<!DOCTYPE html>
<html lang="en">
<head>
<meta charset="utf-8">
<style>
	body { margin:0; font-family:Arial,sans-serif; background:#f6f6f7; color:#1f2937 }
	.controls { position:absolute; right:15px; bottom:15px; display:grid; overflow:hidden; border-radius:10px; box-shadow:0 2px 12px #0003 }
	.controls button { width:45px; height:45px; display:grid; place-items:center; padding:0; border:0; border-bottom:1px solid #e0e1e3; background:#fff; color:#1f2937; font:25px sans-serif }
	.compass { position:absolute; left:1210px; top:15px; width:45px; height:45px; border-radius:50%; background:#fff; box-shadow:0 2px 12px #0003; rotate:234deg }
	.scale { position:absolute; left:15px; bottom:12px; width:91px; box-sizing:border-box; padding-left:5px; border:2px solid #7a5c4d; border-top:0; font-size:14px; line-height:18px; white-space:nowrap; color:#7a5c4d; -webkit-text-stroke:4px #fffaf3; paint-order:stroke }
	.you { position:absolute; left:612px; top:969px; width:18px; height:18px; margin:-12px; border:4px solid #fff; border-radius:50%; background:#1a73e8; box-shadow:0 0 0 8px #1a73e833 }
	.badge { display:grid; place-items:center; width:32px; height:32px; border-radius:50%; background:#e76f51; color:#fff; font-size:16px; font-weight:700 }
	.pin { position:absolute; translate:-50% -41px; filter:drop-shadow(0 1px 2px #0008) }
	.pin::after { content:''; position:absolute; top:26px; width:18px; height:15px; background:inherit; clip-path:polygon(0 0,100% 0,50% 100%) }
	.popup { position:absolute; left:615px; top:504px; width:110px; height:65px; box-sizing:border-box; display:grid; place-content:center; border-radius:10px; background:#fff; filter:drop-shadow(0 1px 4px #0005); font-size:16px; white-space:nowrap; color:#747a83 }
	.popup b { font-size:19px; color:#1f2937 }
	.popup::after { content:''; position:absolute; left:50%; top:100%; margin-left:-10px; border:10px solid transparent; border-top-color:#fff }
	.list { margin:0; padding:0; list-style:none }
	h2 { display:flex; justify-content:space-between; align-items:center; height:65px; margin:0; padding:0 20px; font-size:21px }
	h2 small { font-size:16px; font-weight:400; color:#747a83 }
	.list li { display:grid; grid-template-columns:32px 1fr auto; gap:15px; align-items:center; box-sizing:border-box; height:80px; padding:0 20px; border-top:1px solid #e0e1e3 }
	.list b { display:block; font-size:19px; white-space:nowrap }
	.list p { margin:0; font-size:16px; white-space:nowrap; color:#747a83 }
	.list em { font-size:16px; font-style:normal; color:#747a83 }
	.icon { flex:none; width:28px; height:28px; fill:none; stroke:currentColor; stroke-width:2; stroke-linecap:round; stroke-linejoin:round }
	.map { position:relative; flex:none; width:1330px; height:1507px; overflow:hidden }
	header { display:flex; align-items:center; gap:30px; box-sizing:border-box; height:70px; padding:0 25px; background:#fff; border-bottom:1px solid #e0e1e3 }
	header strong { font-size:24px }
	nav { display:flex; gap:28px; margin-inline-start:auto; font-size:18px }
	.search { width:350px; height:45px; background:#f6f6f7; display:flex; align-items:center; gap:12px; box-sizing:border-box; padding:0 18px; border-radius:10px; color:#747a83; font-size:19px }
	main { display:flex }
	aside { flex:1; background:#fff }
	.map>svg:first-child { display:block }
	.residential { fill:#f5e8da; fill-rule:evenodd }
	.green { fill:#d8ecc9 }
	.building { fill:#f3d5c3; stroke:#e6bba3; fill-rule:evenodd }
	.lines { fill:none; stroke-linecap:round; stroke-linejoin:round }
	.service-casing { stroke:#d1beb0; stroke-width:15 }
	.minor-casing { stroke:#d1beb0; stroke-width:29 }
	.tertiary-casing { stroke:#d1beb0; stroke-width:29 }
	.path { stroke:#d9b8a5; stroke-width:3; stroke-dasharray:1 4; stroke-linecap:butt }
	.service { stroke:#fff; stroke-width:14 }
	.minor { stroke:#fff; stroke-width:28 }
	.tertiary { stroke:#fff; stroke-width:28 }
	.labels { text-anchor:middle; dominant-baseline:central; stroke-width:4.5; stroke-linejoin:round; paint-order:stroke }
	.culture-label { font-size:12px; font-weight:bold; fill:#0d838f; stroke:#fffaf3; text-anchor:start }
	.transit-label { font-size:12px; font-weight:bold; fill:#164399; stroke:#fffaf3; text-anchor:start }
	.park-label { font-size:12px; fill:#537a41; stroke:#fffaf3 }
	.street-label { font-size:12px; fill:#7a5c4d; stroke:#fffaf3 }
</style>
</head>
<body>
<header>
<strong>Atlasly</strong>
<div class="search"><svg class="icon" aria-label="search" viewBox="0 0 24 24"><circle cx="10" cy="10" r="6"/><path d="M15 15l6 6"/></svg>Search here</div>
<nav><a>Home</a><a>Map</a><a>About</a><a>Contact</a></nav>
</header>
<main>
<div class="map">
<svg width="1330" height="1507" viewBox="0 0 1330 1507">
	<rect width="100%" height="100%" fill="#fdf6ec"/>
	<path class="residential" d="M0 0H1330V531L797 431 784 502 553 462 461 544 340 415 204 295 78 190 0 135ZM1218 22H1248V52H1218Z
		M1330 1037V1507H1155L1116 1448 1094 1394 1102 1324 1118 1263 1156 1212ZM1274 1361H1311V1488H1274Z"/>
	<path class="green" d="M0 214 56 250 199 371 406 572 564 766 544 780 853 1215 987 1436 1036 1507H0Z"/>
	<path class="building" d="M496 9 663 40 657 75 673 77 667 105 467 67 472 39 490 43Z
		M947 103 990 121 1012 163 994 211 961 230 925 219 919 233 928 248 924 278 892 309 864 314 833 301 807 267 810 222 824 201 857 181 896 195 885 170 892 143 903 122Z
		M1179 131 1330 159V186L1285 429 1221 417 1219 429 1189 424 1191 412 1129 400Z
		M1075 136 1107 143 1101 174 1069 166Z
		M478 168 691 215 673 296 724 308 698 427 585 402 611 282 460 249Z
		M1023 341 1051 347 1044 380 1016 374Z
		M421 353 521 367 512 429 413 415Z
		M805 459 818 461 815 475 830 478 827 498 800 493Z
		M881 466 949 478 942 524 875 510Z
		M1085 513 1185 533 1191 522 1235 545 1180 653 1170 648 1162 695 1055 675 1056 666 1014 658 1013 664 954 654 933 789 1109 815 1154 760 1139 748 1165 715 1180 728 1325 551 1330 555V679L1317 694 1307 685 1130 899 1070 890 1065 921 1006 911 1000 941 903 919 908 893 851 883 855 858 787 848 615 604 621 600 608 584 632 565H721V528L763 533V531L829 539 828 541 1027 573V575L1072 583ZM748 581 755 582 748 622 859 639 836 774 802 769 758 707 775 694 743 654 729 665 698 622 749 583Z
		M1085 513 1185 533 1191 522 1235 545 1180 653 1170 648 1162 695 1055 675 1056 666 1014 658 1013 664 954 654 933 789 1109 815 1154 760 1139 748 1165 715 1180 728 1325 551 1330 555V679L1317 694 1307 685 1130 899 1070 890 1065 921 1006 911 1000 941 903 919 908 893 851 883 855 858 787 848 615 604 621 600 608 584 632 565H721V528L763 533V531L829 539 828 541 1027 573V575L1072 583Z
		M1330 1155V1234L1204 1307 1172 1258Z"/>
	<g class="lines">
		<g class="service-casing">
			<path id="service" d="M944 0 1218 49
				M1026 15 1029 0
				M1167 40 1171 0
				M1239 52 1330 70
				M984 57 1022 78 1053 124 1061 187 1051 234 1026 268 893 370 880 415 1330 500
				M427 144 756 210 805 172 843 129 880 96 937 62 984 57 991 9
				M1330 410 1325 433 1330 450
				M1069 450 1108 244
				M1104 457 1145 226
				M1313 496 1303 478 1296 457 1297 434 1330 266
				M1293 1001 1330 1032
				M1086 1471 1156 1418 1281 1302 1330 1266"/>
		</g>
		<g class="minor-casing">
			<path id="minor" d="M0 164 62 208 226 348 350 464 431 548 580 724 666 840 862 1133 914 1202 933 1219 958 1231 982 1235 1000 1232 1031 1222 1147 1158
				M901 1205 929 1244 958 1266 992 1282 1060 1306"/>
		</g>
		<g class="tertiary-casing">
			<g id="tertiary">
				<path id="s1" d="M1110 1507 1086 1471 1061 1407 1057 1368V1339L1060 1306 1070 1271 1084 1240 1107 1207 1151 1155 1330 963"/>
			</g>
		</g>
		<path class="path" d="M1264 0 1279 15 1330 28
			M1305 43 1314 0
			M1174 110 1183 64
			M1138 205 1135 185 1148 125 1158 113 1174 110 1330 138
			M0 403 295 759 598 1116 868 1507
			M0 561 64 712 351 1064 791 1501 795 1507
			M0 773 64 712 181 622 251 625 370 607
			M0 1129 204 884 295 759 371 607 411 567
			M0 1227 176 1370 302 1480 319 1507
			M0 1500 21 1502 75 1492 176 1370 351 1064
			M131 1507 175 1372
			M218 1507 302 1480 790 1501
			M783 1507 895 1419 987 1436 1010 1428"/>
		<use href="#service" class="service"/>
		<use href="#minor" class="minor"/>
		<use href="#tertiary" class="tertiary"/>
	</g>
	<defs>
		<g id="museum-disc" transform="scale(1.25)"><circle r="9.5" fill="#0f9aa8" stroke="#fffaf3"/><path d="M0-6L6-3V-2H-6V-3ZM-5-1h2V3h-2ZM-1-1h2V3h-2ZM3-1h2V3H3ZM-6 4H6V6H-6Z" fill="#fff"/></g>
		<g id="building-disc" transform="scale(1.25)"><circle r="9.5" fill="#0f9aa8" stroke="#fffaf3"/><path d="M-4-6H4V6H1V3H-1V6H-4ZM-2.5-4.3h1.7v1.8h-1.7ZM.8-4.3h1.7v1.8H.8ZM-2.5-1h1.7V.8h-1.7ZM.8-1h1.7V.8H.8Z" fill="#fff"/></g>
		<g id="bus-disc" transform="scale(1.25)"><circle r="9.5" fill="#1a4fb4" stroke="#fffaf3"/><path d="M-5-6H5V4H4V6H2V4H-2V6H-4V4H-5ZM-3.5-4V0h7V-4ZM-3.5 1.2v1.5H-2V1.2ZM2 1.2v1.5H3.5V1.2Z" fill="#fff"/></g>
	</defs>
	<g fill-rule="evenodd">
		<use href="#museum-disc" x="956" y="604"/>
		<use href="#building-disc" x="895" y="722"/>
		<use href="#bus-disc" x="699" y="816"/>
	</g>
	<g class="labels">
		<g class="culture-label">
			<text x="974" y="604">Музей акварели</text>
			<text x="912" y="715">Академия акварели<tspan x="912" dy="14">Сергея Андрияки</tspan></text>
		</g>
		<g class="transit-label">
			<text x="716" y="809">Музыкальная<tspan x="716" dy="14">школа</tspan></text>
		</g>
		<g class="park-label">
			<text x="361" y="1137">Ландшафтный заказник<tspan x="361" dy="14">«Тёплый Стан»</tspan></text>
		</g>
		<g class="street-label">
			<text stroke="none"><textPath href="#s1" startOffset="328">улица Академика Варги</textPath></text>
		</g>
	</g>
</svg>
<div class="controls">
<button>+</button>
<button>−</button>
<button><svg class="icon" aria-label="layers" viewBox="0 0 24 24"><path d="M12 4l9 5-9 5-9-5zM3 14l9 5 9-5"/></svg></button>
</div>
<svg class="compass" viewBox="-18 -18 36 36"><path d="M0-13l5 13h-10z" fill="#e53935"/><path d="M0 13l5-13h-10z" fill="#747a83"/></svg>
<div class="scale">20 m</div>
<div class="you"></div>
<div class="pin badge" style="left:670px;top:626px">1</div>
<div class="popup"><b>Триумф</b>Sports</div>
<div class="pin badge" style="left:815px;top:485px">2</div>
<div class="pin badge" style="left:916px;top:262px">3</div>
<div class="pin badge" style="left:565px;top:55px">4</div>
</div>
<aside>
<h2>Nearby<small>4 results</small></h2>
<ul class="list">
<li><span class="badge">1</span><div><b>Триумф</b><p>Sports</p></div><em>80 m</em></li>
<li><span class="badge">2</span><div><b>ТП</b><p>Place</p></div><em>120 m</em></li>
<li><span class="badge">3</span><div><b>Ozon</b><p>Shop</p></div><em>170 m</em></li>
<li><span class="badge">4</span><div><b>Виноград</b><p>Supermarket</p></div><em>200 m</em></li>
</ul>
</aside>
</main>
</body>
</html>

***

§ Problem requirements:
Type out again, exactly as written, the lines from the beginning of the material through the one containing "position:absolute; right:15px; bottom:15px;".

§ Reply to the exercise:
<!DOCTYPE html>
<html lang="en">
<head>
<meta charset="utf-8">
<style>
	body { margin:0; font-family:Arial,sans-serif; background:#f6f6f7; color:#1f2937 }
	.controls { position:absolute; right:15px; bottom:15px; display:grid; overflow:hidden; border-radius:10px; box-shadow:0 2px 12px #0003 }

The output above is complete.